Please copy out each line of the entries in which "Álvaro" appears.

┄┄┄┄┄┄

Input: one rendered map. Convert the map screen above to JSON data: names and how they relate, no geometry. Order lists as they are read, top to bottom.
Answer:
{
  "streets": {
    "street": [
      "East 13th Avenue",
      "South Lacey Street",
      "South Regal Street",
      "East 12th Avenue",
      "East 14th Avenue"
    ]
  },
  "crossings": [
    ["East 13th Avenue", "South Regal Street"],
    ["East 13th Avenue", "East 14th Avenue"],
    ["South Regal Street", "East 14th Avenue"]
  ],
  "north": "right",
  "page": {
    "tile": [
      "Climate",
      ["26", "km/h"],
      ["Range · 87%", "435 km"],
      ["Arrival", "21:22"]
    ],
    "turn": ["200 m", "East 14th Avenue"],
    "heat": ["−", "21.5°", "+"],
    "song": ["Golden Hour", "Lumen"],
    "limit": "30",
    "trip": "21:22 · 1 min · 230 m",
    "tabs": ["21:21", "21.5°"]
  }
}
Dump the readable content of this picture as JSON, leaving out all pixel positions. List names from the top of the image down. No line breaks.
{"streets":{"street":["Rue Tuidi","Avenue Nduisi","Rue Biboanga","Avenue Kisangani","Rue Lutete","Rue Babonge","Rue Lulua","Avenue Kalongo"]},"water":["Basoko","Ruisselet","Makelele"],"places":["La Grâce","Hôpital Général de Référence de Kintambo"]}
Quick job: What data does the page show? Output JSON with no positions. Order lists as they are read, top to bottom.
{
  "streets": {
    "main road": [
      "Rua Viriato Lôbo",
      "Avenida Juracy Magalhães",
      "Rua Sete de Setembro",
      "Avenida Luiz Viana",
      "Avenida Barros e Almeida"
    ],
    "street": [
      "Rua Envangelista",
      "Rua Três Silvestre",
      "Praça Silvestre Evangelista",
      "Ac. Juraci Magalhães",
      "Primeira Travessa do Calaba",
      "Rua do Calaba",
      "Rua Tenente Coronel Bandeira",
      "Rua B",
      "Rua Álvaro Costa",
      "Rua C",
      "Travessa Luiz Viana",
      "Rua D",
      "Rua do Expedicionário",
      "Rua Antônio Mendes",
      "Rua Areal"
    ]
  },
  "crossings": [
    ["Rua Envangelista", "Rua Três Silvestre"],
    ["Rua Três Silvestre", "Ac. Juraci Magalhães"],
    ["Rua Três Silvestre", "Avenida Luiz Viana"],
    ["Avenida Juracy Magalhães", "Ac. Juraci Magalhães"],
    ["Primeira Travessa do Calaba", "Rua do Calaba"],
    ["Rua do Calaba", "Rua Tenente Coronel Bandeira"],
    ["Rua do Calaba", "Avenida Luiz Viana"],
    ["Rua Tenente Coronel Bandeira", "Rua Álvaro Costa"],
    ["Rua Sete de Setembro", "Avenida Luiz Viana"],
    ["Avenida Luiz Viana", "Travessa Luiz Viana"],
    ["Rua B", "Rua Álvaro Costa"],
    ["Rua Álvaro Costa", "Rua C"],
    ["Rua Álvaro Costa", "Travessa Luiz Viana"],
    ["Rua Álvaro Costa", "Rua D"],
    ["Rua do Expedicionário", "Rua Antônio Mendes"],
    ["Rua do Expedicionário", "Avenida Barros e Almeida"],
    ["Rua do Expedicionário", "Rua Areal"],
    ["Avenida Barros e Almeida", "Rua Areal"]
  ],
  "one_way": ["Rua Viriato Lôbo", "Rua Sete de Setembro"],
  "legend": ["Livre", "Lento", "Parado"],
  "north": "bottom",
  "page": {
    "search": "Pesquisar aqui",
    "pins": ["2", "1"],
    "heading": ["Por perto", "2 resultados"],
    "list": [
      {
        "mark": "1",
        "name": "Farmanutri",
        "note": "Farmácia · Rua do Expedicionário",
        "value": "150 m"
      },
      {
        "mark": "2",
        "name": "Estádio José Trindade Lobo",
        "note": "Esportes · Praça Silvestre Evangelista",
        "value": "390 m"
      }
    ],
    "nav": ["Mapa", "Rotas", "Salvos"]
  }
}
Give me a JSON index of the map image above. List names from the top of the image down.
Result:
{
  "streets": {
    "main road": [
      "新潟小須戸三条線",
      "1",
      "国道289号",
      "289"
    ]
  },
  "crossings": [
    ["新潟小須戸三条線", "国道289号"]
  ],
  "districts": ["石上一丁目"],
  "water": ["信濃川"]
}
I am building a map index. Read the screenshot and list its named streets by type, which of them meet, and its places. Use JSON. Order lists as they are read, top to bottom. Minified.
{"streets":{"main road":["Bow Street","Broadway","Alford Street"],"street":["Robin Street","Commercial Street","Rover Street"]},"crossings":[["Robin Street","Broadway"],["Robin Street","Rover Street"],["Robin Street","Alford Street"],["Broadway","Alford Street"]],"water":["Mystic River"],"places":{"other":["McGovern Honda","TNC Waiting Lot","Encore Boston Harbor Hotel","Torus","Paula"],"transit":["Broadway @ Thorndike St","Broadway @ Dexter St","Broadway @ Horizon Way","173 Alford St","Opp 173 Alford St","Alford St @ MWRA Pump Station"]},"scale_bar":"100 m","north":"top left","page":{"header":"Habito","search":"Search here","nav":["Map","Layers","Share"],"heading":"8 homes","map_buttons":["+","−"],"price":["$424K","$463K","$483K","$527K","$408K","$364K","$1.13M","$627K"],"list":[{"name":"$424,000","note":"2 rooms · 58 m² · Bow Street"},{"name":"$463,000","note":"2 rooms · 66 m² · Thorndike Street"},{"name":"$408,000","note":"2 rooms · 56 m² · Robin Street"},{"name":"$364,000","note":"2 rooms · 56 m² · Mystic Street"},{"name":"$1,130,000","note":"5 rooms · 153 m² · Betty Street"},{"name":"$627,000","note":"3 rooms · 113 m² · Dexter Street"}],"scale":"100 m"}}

┄┄┄┄┄┄

Output for this task.
      "Rua Álvaro Costa",
    ["Rua Tenente Coronel Bandeira", "Rua Álvaro Costa"],
    ["Rua B", "Rua Álvaro Costa"],
    ["Rua Álvaro Costa", "Rua C"],
    ["Rua Álvaro Costa", "Travessa Luiz Viana"],
    ["Rua Álvaro Costa", "Rua D"],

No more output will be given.